429 is returned when the thumbnail hits one of four ratelimits (see https://wikitech.wikimedia.org/wiki/Thumbor#Throttling). That includes a ratelimit on requests for thumbnails that have recently failed to generate. 429 is used because the request should not be retried at that point. This task is largely a duplicate of T175512.

@AntiCompositeNumber Thank you for the clarification. It seems related to T175512 indeed, even if my ticket speaks specificaly about the client facing HTTP error code (and not about the human readable message like T175512). I have read the following comment https://phabricator.wikimedia.org/T175512#3595459 in T175512 and tend to disagree, if something goes wrong in the backend, the error code should be in the HTTP 5xx (HTTP 4xx errors are for client errors). But, even if we agree with that, what is sure is that it can not be that a random final user, after one request, get such an error (so: maybe OK within the Wikimedia infrastructure where forwarded requests are aggregated, but NOK to forward this to any client).

Regarding your workaround, I have no strong opinion. How should we make the difference beetween legitimate HTTP 429 (too many requests coming from the scraper) and not legit? All of this seems a bit weak by design.

herron triaged this task as Medium priority.Mar 28 2022, 4:27 PM

But, even if we agree with that, what is sure is that it can not be that a random final user, after one request, get such an error

Of the 4 Thumbor throttles, only 1 is per-IP address. The other three are based on the original file (failure or concurrency) or filetype. RFC 6585 explicitly does not define how users or requests should be counted. We've also used 429 with "too many" being 1 elsewhere in the Wikimedia infrastructure, though that's largely been replaced with 403s for media at least. Using 503 (with or without Retry-After) would be an option, but I don't really see it as necessarily better than 429.

Of the 4 Thumbor throttles, only 1 is per-IP address. The other three are based on the original file (failure or concurrency) or filetype. RFC 6585 explicitly does not define how users or requests should be counted. We've also used 429 with "too many" being 1 elsewhere in the Wikimedia infrastructure, though that's largely been replaced with 403s for media at least. Using 503 (with or without Retry-After) would be an option, but I don't really see it as necessarily better than 429.

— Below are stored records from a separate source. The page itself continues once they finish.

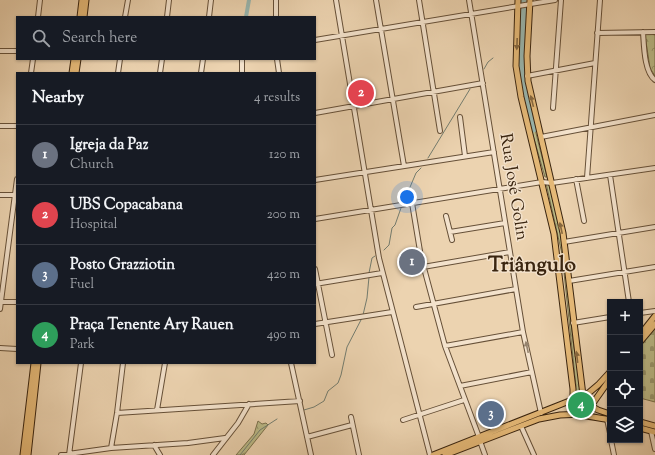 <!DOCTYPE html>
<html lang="en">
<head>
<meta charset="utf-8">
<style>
  body { margin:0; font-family:"Sorts Mill Goudy",serif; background:#242831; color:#f1f3f6 }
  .controls { position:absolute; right:12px; bottom:12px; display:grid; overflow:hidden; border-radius:0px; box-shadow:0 1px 3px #0004 }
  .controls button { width:36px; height:36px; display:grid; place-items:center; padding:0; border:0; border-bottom:1px solid #363941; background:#171b24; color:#f1f3f6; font:20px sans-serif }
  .you { position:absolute; left:407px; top:197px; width:14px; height:14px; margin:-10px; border:3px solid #fff; border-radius:50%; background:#1a73e8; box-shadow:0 0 0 6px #1a73e833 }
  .badge { display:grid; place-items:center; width:26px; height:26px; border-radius:50%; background:#c59692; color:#fff; font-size:13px; font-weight:700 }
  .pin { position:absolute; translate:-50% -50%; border:2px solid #fff; box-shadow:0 1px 4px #0006 }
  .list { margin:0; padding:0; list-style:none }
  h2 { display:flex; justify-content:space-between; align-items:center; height:52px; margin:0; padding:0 16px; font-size:17px }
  h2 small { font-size:13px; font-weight:400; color:#9ea1a6 }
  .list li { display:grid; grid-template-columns:26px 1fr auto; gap:12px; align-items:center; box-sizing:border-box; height:60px; padding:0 16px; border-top:1px solid #363941 }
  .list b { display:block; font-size:15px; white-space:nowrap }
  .list p { margin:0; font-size:13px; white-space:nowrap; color:#9ea1a6 }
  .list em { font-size:13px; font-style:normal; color:#9ea1a6 }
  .icon { flex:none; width:22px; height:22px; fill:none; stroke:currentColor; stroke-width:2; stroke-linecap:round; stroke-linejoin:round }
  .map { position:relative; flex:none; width:655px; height:455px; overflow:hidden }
  .search { position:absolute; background:#171b24; box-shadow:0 1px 3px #0004; left:16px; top:16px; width:300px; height:44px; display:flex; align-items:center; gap:10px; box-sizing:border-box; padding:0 14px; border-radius:0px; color:#9ea1a6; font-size:15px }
  .panel { position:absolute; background:#171b24; box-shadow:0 1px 3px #0004; left:16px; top:72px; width:300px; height:292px; border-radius:0px }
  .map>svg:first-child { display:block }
</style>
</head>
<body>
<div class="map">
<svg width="655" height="455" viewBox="0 0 655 455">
  <defs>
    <pattern id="grass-tufts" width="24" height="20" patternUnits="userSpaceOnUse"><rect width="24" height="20" fill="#bb8"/><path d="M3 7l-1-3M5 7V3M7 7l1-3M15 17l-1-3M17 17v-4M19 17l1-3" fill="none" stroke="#99986e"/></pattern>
    <pattern id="forest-crowns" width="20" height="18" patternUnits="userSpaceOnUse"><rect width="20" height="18" fill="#bb8"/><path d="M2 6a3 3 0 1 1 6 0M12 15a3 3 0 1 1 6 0" fill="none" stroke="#99986e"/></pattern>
    <pattern id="cemetery-stones" width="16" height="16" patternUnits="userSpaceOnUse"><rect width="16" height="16" fill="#bb8"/><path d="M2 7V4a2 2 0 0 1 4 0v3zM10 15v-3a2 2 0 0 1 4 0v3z" fill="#99986e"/></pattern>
  </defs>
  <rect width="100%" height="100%" fill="#ecd3b0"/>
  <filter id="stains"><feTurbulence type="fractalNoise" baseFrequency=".005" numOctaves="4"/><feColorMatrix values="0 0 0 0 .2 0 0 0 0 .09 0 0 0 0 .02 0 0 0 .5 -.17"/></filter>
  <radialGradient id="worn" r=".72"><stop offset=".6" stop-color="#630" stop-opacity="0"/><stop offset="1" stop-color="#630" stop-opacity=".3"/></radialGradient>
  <path fill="url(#grass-tufts)" stroke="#7a704c" d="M520,8H526C525,31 523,55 526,78C529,111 539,144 547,177H545L524,104L518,65Z
    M546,183H550L563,245L573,342L581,392L575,395L576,386L562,254Z"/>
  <path fill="url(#forest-crowns)" stroke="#7a704c" d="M651,33L654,35H655V76L650,68L645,35Z
    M258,421L262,424L266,423L268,425L244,455H236L254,434Z"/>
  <path fill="url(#cemetery-stones)" stroke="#7a704c" d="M655,328V402L640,398V346Z"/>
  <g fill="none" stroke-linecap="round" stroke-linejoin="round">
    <path stroke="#737d70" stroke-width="1" d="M520,41H522
      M484,69L488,62L493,58
      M428,158L470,89
      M405,199L416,173L421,168
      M384,250L389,245L392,228L395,225L401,208
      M369,273L372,258L375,256
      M363,315L367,298L369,277
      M304,410L314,407L324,401L328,391L338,383L341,375L347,347L362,318
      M240,455L260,430L277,419"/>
    <path stroke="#99b7b0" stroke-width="4" d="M246,17L249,0"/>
    <path stroke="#99b7b0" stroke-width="7" d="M523,0L522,51V78L533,129"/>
    <g stroke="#665038" stroke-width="6">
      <path id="minor" d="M336,0L379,258L430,455
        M376,0L404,166
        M419,0L440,131
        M469,0L516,289L523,332L541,413
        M38,17L40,0
        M125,17L128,0
        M167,17L169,0
        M209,17L211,0
        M276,17V0
        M643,32C644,45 644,72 655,80
        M597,33L655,32
        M315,40L555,0
        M0,51H17
        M277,59L279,73
        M31,73L33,59
        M118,73L120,59
        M160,73L162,59
        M201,73L203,59
        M242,73V59
        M527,76L595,63
        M553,108L561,0
        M315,113L483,83
        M460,117L465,156
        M0,126H17
        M541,137L655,115
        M610,175L629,302
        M587,178L600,0
        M576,179L584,221
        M315,180L494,152
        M0,195H17
        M412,203L421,257L445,346L479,437
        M446,216L452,240
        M315,219L542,182L552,183L655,168
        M450,232L505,223
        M564,242L655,227
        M423,267L510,252
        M315,269L332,355
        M569,281L655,267
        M315,284L382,273
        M0,302H17
        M416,307L516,289
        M0,309L17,179
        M640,313L655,311
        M573,323L610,317
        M315,324L392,312
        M445,346L523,332
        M0,348L17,349
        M291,363L311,455
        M460,386L532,372
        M157,410L165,363
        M117,413L300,401
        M351,417L359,455
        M607,419L610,433
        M403,420L464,400
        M521,426L534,455
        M651,431L655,449
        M307,437L352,425
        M611,440L614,455
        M480,441L485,455
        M154,445L160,455
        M111,448L117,413L123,363
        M61,455L111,448L188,443L225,438
        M69,455L81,363
        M213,455L238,423L249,404"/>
    </g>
    <g stroke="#3a2510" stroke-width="7">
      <path id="major" d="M518,0L516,66L521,97L554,234L573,389V399
        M530,0L527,56L528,81L563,233L583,395
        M80,17L82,0
        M84,17L86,0
        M72,73L74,59
        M76,73L78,59
        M640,335L655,316
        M640,342L655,324
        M610,379L591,406L598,410L610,414
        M585,396L598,385L610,372
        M640,422L655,426
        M640,428L655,432
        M23,455L34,363
        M28,455L38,363
        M433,455L572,400
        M445,455L539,419L560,415L584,414L590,408V402L587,397C575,390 565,406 576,413C582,416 602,418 610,420"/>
    </g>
    <use href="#minor" stroke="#f3e2cc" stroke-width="4"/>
    <use href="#major" stroke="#e6ba78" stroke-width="5"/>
  </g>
  <defs><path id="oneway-solid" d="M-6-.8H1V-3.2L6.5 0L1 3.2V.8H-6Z"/></defs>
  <g fill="#87683f">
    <use href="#oneway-solid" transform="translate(517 44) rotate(92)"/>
    <use href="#oneway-solid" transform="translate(532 101) rotate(-104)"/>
    <use href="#oneway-solid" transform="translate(561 228) rotate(-102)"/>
    <use href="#oneway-solid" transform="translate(577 357) rotate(-97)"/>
  </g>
  <use fill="#96846e" href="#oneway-solid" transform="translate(527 347) rotate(-102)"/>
  <g text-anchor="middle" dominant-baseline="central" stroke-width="3" stroke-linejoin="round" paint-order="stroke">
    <g font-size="17" fill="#3a2510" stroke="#f3e2cc">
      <text transform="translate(513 187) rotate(81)">Rua José Golin</text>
    </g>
    <g font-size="21" font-weight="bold" fill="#3a2510" stroke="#f3e2cc">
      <text x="532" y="266">Triângulo</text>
    </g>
  </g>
  <rect width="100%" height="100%" filter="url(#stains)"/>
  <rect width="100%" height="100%" fill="url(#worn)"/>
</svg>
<div class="controls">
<button>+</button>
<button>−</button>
<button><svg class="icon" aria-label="locate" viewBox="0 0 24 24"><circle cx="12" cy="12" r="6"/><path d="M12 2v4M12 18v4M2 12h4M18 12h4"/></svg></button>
<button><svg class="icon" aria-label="layers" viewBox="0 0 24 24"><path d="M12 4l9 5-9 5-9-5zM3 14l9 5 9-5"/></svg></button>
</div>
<div class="you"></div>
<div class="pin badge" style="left:412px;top:262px;background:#6b7280">1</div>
<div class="pin badge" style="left:361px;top:93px;background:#e0444e">2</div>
<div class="pin badge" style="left:491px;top:414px;background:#5c6f8a">3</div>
<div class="pin badge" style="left:581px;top:405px;background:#2e9e5b">4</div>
<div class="search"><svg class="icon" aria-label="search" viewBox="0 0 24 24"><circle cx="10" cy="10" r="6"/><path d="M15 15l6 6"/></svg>Search here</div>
<section class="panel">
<h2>Nearby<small>4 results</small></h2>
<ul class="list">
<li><span class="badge" style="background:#6b7280">1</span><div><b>Igreja da Paz</b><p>Church</p></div><em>120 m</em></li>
<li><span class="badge" style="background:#e0444e">2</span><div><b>UBS Copacabana</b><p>Hospital</p></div><em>200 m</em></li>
<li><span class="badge" style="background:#5c6f8a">3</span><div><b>Posto Grazziotin</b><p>Fuel</p></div><em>420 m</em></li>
<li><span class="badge" style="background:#2e9e5b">4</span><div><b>Praça Tenente Ary Rauen</b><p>Park</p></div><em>490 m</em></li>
</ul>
</section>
</div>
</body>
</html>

I'm sorry to write it so bluntly, but here we have many things done wrongly IMO:

  • Using a 4xx error range for a server side error
  • Using 1 as "too-many" for 429 scenario
  • Forwarding internal purpose response details to final HTTP client (and then losing its pertinence)

The result is that the HTTP client is fooled by the HTTP error code. The backend misguides it to believe it does something wrong where actually it does not. Doing so, the HTTP client has no way to know what is wrong and act accordingly based on a normal/common and simple understanding of the RFCs. Or do you see one?